Vulnerability details

Impact

Precision loss due to wrong mathematical operation orders.

Proof of Concept

The function stake() is intended to get the ETH of a user and convert it to the derivative tokens which are currently three staked ERC20 tokens. This function gets the ETH value of the derivatives mentioned above and calculates the amount needed for minting the SafETH upgradeable token. The function ethPerDerivative() is responsible for getting the price of a derivative in terms of ETH, which is implemented in each derivative contract. Considering the price calculation of the derivatives inside the ethPerDerivative() is correct (which is excluded from the contest scope), the WstEth works correctly. The Reth also seems not to have a problem at this stage. However, the staked Frax Ether (SfrxEth) performs a convertToAssets() in its core which has a mulDivDown() from the fixed-point math library, and then performs a division over the oracle-based price. Thus it suffers from a precision loss.

mulDivDown(x,y,z) is simply equal to $\dfrac{xy}{z}$ at which the denominator is totalSupply in convertToAssets() function:

    function convertToAssets(uint256 shares) public view virtual returns (uint256) {
        uint256 supply = totalSupply; // Saves an extra SLOAD if totalSupply is non-zero.

        return supply == 0 ? shares : shares.mulDivDown(totalAssets(), supply);
    }

Thus, the return value of this function is multiplied by $10^{18}$ and then divided by the price.
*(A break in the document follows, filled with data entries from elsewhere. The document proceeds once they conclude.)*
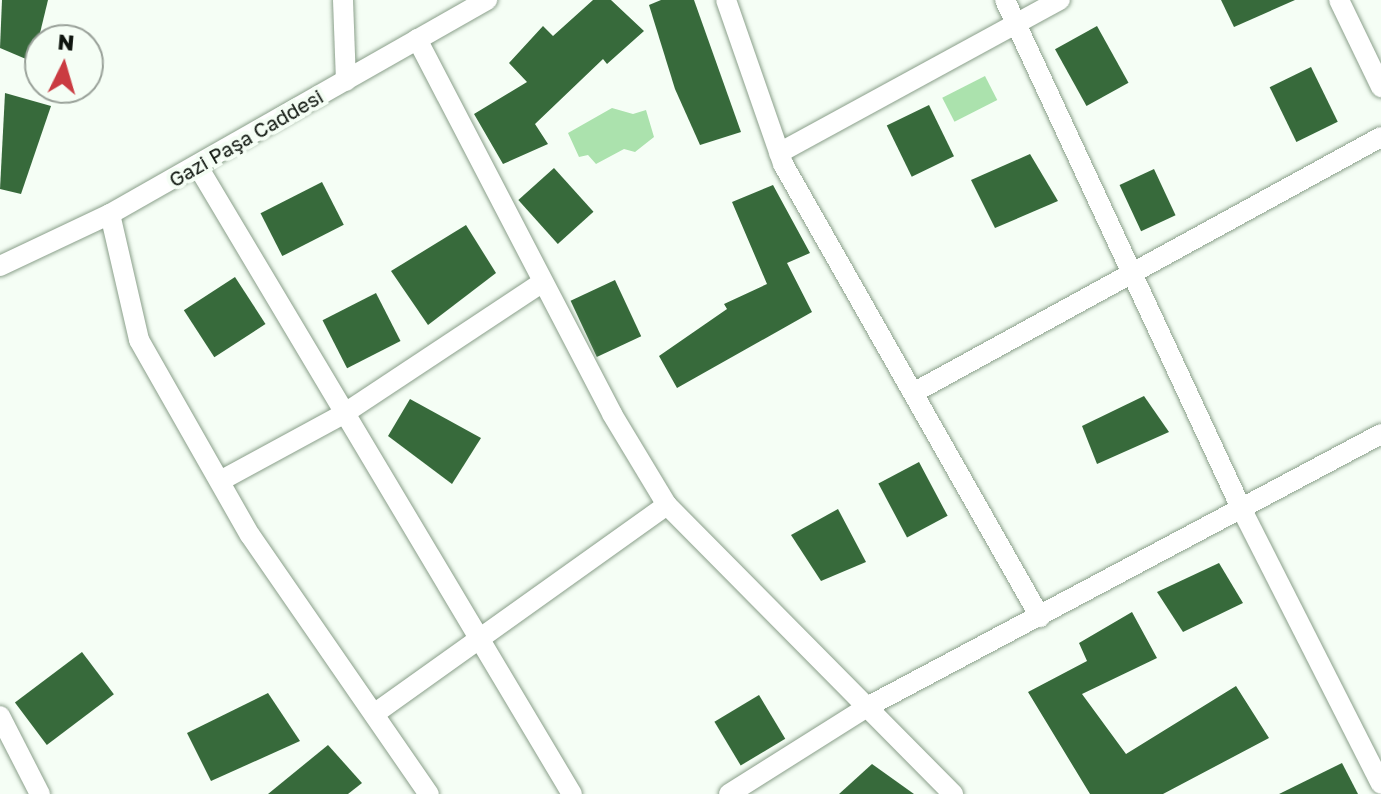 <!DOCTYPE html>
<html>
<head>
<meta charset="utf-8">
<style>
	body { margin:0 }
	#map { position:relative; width:1381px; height:794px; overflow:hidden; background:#f5fef5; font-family:"Golos Text",sans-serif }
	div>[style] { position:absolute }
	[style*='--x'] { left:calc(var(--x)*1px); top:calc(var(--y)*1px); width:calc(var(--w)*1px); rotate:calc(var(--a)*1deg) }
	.water>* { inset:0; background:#abe2ad; transform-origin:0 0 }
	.building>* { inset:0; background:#376a3b; transform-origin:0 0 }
	.roads { filter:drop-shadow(0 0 2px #8a9f8a) drop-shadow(0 0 2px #8a9f8a) }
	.minor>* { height:20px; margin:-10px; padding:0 10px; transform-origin:10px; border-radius:10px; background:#fff }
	span { translate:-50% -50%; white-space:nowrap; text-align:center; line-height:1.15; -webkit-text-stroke:8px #f5fef5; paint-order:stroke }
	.street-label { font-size:20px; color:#0e150e }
	.north { position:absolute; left:24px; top:24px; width:80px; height:80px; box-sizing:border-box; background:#f5fef5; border:2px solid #99a199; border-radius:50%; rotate:5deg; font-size:22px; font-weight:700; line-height:32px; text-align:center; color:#0e150e }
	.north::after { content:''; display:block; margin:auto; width:28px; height:36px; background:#ca3b41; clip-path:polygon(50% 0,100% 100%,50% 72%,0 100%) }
</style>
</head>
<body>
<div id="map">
	<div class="water">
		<i style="left:985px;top:76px;width:27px;height:48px;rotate:63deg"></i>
		<i style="clip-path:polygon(612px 108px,633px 114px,646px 110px,654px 137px,635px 152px,624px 149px,596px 164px,588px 155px,579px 157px,568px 133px)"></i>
	</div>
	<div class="building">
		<i style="clip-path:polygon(2px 0,48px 0,33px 62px,0 48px)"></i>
		<i style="clip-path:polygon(593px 0,611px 0,644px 31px,607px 64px,603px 59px,535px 124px,548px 144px,503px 164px,474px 114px,527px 82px,509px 63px,543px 26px,553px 36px)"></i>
		<i style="clip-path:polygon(661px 0,694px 0,741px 132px,700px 145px,675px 89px,649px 5px)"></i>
		<i style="clip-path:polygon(1221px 0,1295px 0,1234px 27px)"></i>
		<i style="left:1097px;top:26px;width:65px;height:48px;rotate:61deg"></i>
		<i style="left:1311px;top:67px;width:61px;height:46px;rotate:64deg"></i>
		<i style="clip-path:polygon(5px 93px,51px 106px,21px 194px,0 189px)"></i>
		<i style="left:929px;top:105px;width:57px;height:47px;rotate:64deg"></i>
		<i style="clip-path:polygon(1030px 154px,1058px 201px,995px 228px,971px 180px)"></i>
		<i style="left:554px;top:168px;width:59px;height:48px;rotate:48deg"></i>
		<i style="left:1154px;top:169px;width:51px;height:38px;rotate:65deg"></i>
		<i style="left:322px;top:182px;width:48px;height:69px;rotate:63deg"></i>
		<i style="clip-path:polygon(773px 185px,810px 253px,787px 263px,812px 312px,677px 388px,659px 356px,727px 309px,724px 304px,767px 284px,732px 202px)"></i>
		<i style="clip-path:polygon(466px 225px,496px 273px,428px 325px,391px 271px)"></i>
		<i style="left:235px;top:277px;width:56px;height:61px;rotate:57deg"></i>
		<i style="left:615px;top:280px;width:62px;height:49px;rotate:65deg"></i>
		<i style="left:376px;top:293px;width:54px;height:60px;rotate:63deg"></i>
		<i style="clip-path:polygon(1144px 396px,1169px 432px,1097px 464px,1082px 426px)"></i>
		<i style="clip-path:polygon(410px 399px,481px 438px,452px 484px,388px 436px)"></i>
		<i style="left:919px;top:462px;width:61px;height:46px;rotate:62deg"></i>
		<i style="clip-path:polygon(838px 509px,866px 562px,821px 581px,791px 535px)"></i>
		<i style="clip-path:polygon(1219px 563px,1243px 603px,1183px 632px,1157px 592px)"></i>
		<i style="clip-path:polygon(1132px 612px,1157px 658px,1082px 694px,1126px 754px,1236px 686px,1269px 738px,1163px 794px,1090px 794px,1028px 692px,1087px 661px,1079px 643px)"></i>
		<i style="left:82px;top:652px;width:53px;height:84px;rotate:53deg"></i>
		<i style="clip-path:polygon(268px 693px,300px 741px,211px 781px,187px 733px)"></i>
		<i style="left:759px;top:695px;width:51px;height:52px;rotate:59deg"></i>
		<i style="clip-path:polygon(328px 745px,362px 783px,348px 794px,268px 794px)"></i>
		<i style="clip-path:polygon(1342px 763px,1358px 794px,1279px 794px)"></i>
		<i style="clip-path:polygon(872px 764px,914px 794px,839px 794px)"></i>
	</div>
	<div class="roads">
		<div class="minor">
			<i style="--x:343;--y:0;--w:81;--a:87.9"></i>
			<i style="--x:726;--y:0;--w:174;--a:70.8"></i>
			<i style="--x:783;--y:164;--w:521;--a:60.43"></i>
			<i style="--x:1005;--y:0;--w:562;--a:65.08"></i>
			<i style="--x:1242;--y:510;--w:307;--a:63.1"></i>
			<i style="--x:1339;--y:0;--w:97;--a:64.2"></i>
			<i style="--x:417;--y:39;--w:423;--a:62.5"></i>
			<i style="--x:612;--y:414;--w:106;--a:58.9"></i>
			<i style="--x:667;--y:505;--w:407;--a:45.3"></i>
			<i style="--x:779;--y:153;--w:320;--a:-28.6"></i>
			<i style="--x:197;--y:165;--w:732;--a:59.2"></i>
			<i style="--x:110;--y:214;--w:129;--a:77"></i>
			<i style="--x:139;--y:340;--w:224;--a:60.4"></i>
			<i style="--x:250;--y:535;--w:315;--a:55.4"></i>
			<i style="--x:0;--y:266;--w:122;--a:-25.3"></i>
			<i style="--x:110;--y:214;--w:434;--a:-29.6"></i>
			<i style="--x:913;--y:393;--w:533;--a:-28.68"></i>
			<i style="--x:220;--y:481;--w:142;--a:-28.5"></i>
			<i style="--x:345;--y:413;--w:237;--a:-33.5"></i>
			<i style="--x:374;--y:714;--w:360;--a:-35.5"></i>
			<i style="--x:0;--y:716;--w:88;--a:62.9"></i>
			<i style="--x:729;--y:794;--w:163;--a:-32.2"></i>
			<i style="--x:867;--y:707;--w:582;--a:-27.97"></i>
		</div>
	</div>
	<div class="street-label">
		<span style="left:246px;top:138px;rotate:-30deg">Gazi Paşa Caddesi</span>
	</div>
	<div class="north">N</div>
</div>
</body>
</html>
In the next step, this value is multiplied by the balance of each derivative in the contract SafETH:

            (derivatives[i].ethPerDerivative(derivatives[i].balance()) *
                derivatives[i].balance()) /
                10 ** 18;

In simple words, the code wants to perform these tasks:

$ a = \dfrac{10^{18} \times totalAssets}{totalSupply} $

$ b = \dfrac{10^{18} \times a}{priceOracle} $

$ c = \dfrac{b \times balance}{10^{18}} $

To implement these steps through solidity, we need to perform all the multiplications and then divide the results to avoid precision loss. To test this precision loss, a simple foundry test code may be implemented:

    function testDivision(uint _totalSupply, uint totalAssets, uint balance) external {

        uint256 supply = _totalSupply;
        uint256 shares = 1e18;
        uint256 oracle = 1.03e18; // SFrxETH approximate price
        uint256 convertToAssets = shares.mulDivDown(totalAssets, supply);
        uint256 classicDivision = ((1e18 * division / oracle) * balance) / 1e18;

        uint256 numerator = 1e18 * shares * totalAssets * balance;
        uint256 denominator = oracle * supply * 1e18;
        uint256 correctDivision = numerator/denominator;

        assertFalse(correctDivison == classicDivision);

    }

This test fails for arbitrary totalSupply, totalAssets, and balance.

Thus, the underlyingValue is calculated wrongly.

Tools Used

Manual analysis, Foundry

Recommended Mitigation Steps

It's recommended the protocol avoid division before multiplication and perform division operations at last.